Soaring Celtics eclipse Rockets

BOSTON -- It might be rude to answer a question with a question, but Doc Rivers couldn't resist when asked about Boston's defense Friday against Houston's James Harden.

"Did he get 25 [points]?" asked Rivers.

He almost assuredly knew the answer to his own query. But Rivers smiled when reporters responded that Harden had been held to 24, ending a Rockets franchise record of 14 consecutive games with 25 or more.

"Then it was terrific," said Rivers. "It was great."

From the makers of Rajon Rondo's much-ballyhooed double-digit assist streak, the Celtics know single-category streaks are somewhat hollow. Unless you're talking about wins and losses.

With a defensive-minded 103-91 triumph over Harden and the Rockets, Boston extended its season-high winning streak to five games. The Celtics (19-17) are finally making their long-awaited climb up the standings, sitting four games back of the New York Knicks in the Atlantic Division and a mere five games behind the Eastern Conference-leading Miami Heat. Boston's defense, much-maligned as the team dropped as many as three games under .500 at the start of the month, has rebounded to familiar levels of opponent frustration.

Just ask Harden and his bottled Rockets.

"Listen, [Harden] did miss some good shots, but I just thought the pressure on the floor on him by Avery [Bradley] was really important for us," Rivers said after the Bradley-smothered Harden finished 9-of-19 shooting with five assists and six turnovers over 39:51.

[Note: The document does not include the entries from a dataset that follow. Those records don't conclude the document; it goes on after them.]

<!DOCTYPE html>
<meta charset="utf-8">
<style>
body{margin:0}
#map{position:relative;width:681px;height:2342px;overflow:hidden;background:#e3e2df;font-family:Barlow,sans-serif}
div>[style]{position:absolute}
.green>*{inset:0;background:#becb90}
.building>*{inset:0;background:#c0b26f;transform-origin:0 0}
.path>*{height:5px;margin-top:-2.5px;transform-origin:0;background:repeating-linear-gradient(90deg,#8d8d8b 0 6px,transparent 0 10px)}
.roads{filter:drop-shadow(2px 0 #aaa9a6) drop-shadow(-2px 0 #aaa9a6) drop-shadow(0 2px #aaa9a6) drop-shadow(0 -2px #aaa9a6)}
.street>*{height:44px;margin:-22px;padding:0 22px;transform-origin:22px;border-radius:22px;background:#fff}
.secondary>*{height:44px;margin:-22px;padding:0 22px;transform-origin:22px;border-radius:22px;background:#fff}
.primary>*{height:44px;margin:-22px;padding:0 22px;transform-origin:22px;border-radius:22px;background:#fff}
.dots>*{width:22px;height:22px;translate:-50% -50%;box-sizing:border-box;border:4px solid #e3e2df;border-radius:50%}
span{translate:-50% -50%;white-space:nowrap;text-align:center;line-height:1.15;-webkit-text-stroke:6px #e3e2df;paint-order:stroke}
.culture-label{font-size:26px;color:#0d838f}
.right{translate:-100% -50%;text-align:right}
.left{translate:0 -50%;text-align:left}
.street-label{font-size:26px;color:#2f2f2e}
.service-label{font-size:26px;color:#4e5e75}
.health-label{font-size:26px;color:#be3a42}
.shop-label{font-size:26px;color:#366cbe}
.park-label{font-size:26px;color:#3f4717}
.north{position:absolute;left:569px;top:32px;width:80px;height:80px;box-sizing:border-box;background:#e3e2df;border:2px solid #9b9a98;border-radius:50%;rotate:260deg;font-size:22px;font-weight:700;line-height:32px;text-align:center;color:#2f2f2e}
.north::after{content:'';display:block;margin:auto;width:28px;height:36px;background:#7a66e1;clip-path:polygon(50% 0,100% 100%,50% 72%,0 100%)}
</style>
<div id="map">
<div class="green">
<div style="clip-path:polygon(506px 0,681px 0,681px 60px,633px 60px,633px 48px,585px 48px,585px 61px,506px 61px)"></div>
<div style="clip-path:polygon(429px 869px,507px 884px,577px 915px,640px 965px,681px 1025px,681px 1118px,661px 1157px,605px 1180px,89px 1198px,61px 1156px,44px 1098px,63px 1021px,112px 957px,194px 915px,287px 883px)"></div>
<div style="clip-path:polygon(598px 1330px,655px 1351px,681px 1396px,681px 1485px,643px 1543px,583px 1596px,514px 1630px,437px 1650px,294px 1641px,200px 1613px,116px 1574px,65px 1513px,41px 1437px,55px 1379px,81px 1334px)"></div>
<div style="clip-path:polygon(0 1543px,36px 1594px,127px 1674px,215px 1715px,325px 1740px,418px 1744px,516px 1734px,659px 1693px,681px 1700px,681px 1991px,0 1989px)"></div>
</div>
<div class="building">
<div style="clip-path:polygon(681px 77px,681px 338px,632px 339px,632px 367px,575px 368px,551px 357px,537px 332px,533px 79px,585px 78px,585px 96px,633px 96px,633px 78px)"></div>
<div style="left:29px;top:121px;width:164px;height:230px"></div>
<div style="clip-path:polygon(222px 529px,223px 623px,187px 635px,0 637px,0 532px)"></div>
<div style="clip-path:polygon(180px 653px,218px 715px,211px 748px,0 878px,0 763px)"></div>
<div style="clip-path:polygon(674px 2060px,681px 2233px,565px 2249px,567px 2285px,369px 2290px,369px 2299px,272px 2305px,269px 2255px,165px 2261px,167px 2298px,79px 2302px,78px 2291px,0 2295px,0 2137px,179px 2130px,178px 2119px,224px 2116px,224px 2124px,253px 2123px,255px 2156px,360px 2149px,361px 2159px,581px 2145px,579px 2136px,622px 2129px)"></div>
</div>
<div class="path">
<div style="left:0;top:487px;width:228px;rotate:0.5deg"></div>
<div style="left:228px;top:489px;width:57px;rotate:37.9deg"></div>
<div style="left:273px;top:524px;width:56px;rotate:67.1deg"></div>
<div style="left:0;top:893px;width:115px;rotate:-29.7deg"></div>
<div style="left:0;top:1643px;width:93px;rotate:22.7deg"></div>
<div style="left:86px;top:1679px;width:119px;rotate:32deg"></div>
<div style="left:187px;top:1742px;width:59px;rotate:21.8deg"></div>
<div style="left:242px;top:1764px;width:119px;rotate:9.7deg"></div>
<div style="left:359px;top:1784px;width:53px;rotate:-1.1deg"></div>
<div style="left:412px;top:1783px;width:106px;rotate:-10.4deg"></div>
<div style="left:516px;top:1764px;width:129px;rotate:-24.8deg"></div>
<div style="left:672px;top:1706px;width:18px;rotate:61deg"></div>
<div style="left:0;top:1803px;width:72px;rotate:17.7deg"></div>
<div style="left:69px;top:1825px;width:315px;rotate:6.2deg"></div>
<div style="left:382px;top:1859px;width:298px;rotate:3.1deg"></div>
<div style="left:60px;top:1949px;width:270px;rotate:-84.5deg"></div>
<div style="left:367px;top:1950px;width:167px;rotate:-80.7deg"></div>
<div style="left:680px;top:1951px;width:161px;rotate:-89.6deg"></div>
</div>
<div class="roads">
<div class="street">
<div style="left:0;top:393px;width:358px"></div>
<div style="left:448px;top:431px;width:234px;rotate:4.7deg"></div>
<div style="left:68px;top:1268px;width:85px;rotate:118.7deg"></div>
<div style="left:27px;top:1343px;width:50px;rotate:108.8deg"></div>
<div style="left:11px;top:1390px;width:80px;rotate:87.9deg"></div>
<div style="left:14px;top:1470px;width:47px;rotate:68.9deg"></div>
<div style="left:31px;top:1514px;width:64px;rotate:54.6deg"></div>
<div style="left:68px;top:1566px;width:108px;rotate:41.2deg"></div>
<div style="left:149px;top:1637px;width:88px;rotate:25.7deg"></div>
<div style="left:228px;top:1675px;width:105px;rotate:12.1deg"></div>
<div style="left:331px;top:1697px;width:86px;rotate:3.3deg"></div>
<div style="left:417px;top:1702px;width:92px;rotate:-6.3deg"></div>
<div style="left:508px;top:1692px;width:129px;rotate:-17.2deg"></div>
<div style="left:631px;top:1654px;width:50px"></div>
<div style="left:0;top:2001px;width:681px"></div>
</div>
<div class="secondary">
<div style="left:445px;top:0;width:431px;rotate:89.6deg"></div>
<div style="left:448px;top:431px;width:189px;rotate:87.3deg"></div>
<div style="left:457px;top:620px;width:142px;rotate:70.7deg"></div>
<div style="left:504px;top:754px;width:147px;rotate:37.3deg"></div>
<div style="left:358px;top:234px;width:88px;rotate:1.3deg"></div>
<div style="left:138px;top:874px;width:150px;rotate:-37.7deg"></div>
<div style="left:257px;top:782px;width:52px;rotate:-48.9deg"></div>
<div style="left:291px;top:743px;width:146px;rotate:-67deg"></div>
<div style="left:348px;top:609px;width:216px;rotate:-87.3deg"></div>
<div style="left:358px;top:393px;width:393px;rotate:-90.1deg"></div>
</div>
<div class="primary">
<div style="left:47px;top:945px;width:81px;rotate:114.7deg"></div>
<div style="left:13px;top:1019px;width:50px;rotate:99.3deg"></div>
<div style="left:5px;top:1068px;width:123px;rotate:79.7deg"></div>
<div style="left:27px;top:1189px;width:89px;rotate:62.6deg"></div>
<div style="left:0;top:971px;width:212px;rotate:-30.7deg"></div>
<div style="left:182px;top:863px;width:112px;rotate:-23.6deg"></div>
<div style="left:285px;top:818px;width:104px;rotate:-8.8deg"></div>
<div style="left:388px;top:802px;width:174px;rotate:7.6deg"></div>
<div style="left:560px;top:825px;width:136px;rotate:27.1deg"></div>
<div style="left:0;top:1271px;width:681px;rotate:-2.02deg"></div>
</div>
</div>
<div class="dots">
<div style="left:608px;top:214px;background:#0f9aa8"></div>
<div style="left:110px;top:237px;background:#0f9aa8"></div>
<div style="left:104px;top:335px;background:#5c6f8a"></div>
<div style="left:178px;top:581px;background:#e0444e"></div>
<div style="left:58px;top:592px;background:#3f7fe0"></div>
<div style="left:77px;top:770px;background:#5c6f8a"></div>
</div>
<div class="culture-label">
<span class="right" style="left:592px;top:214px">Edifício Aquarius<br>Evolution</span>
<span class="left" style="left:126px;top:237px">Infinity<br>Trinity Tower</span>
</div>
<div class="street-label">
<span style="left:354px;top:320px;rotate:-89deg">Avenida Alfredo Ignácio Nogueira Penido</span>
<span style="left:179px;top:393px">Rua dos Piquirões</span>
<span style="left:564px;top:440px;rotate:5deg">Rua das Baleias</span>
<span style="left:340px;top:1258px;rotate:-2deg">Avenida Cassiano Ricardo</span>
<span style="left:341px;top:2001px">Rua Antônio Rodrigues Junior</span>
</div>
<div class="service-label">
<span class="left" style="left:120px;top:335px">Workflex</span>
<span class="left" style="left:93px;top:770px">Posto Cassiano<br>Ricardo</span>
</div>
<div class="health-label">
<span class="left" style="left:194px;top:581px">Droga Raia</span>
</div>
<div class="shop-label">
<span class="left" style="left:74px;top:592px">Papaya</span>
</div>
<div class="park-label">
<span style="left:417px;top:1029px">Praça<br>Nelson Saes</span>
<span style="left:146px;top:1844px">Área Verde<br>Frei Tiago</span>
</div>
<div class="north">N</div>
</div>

"We talked about it and Rondo had to get up today, too, to guard [Jeremy] Lin. And both of those guys being on the other side of half-court [while pressing the ball], extended their pick-and-roll, extended their offense. And that's what we were thinking going into the game, and it played out that way," Rivers continued.

The Rockets can take a bit of solace in the fact that Boston has suffocated its past five opponents. The Celtics have limited the opposition to 84.4 points per game on 39.2 percent shooting over this five-game stretch, and have also forced 16.8 turnovers per game.

Dig deeper on the streak and you'll find Boston is allowing a minuscule 0.801 points per play overall, according to Synergy Sports data. When the Celtics force opponents into half-court sets, that number drops to 0.727 points per play and teams shoot 36.1 percent while turning the ball over 16.2 percent of the time.

By means of comparison, the Celtics were allowing 0.914 points per play overall on 44.7 percent shooting over the first 31 games of the season (forcing turnovers just 13.9 percent of the time).

This turnaround has been so severe, it's amazing the team doesn't have whiplash. The Celtics were outscored by a combined 79 points as part of a four-game losing streak that left them at 14-17 overall, but the team has rebounded to outscore opponents by 53 during this five-game stretch.

The impact of Bradley's return is undeniable, not only with his ability to harass the likes of Harden, but the trickle-down effect it had on Boston's entire roster. Teammates seem to have elevated their tenacity on the defensive end to match Bradley's effort, while he has allowed the second unit to mesh by settling back into his starting role.

"We've decided to defend as a group, full-time, and stay committed to it," said Rivers when asked to detail reasons for Boston's turnaround. "Avery's return has helped. The second unit now has a second unit -- [Jason Terry is] not in the first unit or Courtney [Lee]. [Bradley's return has] solidified who the second unit is, so now when we practice that group's always together. So I think there's a lot of little things to it."

Added Rivers: "For whatever reason, it's taken a while, but now they've bought in."

Nine days ago, Boston lacked an identity and didn't even have an idea where to start looking for it. Rivers noted the Celtics looked old and slow at times, their confidence sapped by losing -- and losing bad.

Now they are back to their defensive roots. An overhauled bench is playing up to its potential. And the wins are piling up for the first time this year.

Boston is trying not to get too high or too low even amid this successful run. But the Celtics finally have their identity back, and it's fueling inspired play.

"Doc's team, since I've been here, has always been a defensive-minded team," said Kevin Garnett. "Every guy in here knowing his role, going out, perfecting his role. Scorers score, pickers pick, bigs rebound and protect, so on and so on. That's who we are, and that's what Doc's team has always been since I've been here, and that's what we envisioned.

"We've got people and guys buying into their roles; it's starting to all come together. But consistency, man. I don't want to sit here and say all this and next game we come out and look like s---. So, you know, we're trying to actually continue to ride this momentum."

With three more home games looming next week, the Celtics have potential to really make their move.

"I feel like we're building," said captain Paul Pierce. "We're getting better and better as the season goes on, taking it one game at a time in this home stretch. Hopefully we can just keep it going."

Harden couldn't keep it going and his mild offensive night speaks volumes about the improvements these Celtics have made.